The size of the particles in relation to the particles in the continuous phase, not whether precipitation occurs, and the existence of Brownian motion are all used to classify dispersions. Suspensions are dispersions of large enough particles to allow sedimentation, whereas colloids and solutions are dispersions of smaller particles.
Dispersion Stability
Dispersions are thermodynamically unstable; yet, they can be thermodynamically stable for long periods of time, which defines their shelf life. This time period must be tracked in order to assure the highest possible product quality for the end-user. “The ability of a dispersion to withstand changes in its qualities over time is known as dispersion stability.”
Destabilisation phenomenon of a dispersion
There are two basic processes that cause these destabilizations:
Migration phenomena: The density difference between the ongoing and dispersed phases causes gravitational phase separation.
- When the dispersed phase is less thick than the continuous phase, creaming occurs (e.g. milk, cosmetic cream, soft drinks, etc.)
- When the phase separation is denser than the continuous phase, it is called sedimentation (e.g. ink, CMP slurries, paint, etc.)
Particle size increase phenomena: where the dispersed phase (drops, particles, bubbles) grows in size
- Reversibly
- Irreversibly
Technique Monitoring Physical Stability
The most extensively used technique for monitoring a product’s dispersion status and recognising and quantifying destabilisation processes is multiple light scattering combined with vertical scanning. It works with intense dispersions that haven’t been diluted. Light is backscattered by the particle/droplets when it passes through the sample. The size and size distribution of the dispersed phase is directly related to the backscattering intensity. As a result, both local and global changes in size and concentration are identified and tracked.
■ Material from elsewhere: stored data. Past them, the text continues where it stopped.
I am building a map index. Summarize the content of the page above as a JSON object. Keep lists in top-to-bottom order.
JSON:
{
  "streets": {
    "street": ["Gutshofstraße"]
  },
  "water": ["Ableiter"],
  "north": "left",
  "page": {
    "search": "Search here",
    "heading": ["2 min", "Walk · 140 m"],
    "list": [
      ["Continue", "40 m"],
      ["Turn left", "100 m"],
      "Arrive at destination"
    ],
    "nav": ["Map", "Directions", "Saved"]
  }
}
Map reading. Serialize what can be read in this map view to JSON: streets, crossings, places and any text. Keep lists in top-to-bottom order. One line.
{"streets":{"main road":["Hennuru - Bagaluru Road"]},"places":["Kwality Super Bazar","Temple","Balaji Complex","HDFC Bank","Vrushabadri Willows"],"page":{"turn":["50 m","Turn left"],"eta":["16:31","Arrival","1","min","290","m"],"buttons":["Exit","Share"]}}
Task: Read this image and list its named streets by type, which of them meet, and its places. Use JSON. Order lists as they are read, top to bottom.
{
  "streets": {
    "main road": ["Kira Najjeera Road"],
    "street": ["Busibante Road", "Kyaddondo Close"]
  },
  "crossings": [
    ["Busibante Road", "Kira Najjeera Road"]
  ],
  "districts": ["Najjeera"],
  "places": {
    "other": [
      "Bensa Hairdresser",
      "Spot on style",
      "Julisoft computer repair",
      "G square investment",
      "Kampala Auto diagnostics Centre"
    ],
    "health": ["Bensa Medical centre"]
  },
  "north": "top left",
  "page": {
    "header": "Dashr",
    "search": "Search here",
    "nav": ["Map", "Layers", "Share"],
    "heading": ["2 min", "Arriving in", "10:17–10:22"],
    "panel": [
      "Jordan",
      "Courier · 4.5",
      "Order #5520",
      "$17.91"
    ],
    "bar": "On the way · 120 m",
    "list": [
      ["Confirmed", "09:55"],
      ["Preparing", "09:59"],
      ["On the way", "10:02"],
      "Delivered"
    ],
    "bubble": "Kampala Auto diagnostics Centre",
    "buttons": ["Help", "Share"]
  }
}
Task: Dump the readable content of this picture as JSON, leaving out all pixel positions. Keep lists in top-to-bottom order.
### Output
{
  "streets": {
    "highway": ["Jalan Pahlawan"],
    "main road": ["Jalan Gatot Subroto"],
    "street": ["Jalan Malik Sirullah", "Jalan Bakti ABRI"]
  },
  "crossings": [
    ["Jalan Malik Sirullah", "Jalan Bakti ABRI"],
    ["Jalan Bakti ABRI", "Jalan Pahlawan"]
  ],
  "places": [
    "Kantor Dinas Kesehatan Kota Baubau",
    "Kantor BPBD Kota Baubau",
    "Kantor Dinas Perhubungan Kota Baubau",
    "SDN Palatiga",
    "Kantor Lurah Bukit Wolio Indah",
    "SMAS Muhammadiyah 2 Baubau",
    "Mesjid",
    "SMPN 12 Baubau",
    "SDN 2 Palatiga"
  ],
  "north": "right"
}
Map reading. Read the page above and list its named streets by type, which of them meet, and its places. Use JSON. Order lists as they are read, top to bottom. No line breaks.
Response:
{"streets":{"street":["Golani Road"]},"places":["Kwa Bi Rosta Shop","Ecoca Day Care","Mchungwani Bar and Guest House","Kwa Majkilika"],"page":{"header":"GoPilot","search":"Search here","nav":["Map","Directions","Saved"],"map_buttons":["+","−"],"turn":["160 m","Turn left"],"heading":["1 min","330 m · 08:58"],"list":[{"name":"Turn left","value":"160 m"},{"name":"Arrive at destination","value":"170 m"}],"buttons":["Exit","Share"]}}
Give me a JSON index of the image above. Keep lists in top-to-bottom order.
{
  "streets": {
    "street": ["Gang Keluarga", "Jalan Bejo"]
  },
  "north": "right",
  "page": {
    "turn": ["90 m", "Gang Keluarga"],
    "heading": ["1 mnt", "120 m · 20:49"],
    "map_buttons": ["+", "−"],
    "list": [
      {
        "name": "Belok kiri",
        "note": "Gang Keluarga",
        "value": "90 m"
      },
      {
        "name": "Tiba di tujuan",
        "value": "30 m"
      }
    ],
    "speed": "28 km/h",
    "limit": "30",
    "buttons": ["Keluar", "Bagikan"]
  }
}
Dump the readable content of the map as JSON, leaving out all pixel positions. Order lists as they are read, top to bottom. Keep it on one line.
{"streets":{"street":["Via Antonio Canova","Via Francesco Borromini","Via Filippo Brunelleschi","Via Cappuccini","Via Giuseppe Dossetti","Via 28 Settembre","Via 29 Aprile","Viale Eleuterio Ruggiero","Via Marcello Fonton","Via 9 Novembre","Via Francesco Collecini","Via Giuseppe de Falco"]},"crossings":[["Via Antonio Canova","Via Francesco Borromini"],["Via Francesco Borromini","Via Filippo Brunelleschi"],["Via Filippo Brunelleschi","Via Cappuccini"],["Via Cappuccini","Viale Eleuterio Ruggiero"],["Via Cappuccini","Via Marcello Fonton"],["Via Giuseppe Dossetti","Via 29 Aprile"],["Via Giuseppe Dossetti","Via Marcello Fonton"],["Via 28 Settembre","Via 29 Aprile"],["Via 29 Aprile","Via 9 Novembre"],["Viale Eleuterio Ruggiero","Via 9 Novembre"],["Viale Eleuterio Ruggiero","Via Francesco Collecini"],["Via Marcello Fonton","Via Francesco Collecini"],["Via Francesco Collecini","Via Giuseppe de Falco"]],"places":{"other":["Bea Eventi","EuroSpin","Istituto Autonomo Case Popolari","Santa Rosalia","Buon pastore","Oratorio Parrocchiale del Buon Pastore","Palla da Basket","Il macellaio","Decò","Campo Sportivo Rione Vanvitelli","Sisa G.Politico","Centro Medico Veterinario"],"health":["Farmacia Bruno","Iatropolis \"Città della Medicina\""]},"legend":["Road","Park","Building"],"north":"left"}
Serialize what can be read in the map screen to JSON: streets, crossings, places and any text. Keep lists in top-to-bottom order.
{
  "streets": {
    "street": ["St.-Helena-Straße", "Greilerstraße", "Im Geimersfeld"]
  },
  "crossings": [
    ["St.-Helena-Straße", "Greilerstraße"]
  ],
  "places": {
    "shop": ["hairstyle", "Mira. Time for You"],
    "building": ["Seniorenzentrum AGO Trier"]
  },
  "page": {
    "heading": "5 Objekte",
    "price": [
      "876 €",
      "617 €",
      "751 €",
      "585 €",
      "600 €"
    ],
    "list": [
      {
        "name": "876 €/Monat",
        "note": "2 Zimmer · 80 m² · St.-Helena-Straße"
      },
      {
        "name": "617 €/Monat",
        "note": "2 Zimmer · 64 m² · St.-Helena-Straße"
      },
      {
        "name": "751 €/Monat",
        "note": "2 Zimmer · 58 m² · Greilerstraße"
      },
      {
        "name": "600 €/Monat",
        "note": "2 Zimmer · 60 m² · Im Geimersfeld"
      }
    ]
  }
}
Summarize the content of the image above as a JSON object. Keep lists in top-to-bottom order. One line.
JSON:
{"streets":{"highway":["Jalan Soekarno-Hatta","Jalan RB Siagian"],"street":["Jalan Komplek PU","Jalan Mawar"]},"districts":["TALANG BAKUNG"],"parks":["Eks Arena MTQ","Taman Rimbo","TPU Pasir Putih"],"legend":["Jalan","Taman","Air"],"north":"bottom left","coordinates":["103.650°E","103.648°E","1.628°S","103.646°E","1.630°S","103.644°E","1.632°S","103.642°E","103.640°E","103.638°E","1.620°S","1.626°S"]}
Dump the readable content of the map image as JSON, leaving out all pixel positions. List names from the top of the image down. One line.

Methods for shelf-life protection
Here are some of the ways for shelf life protection:
Direct Methods
The method in which the product is stored under similar conditions as those in the field and its evolution is tracked at regular intervals. The main benefit of this method is that it produces a very accurate estimate of how long it takes for a commodity to deteriorate. Nevertheless, these studies typically take a while and do not consider the fact that product storage conditions are not consistent over time.
Challenge Test
This method entails inadvertently introducing diseases or microbes into food during the manufacturing process, exposing the product to the conditions it will face on the field. The main issue of this test is that it considers only the impacts of the examined parameters, and overlooks the fact that the thing may be exposed to several influences simultaneously. Furthermore, these are investigations that are both complicated and difficult to carry out.
Accelerated Shelf Life Test
Temperature, oxygen pressure, and moisture content are all altered in these experiments to speed up the spoiling responses of a product. These predictions help one to forecast how foods will behave under various settings and anticipate their change over time. Accelerated testing allows the addition of changing environmental circumstances as well as variations in the concentrations of the substances they are made up of. These studies are extremely flexible, low-cost to the manufacturer, and provide an assessment of several scenarios. There is some error margin in the produced results because it is not a perfect representation of reality.
Survival Method
It is a sort of research based on a consumer’s perception of a product’s physical qualities. This strategy attempts to establish a link between the product’s shelf life and its perceived quality. Although it is not a reliable approach for estimating the shelf life, it is necessary to use it in conjunction with other methods to determine a product’s best by date.
Microbiology Testing
Based on modelling and simulation, this research investigates the various microbial reactions of foods to diverse environmental conditions to anticipate the behaviour of the microbes in the product. This form of analysis, which is commonly employed when designing a new product, considers the product’s possible changing conditions; nevertheless, it has two key drawbacks: it adds complexity to the manufacturer’s work and the conclusions are based on a simulation that may or may not be correct.
Conclusion
This technique is visible in solutions, suspensions and colloids. It is among the important factors for monitoring the physical stability of the dispersion medium and dispersed phase. These factors help in identifying the use cases of different solutions and colloids and effectively using them.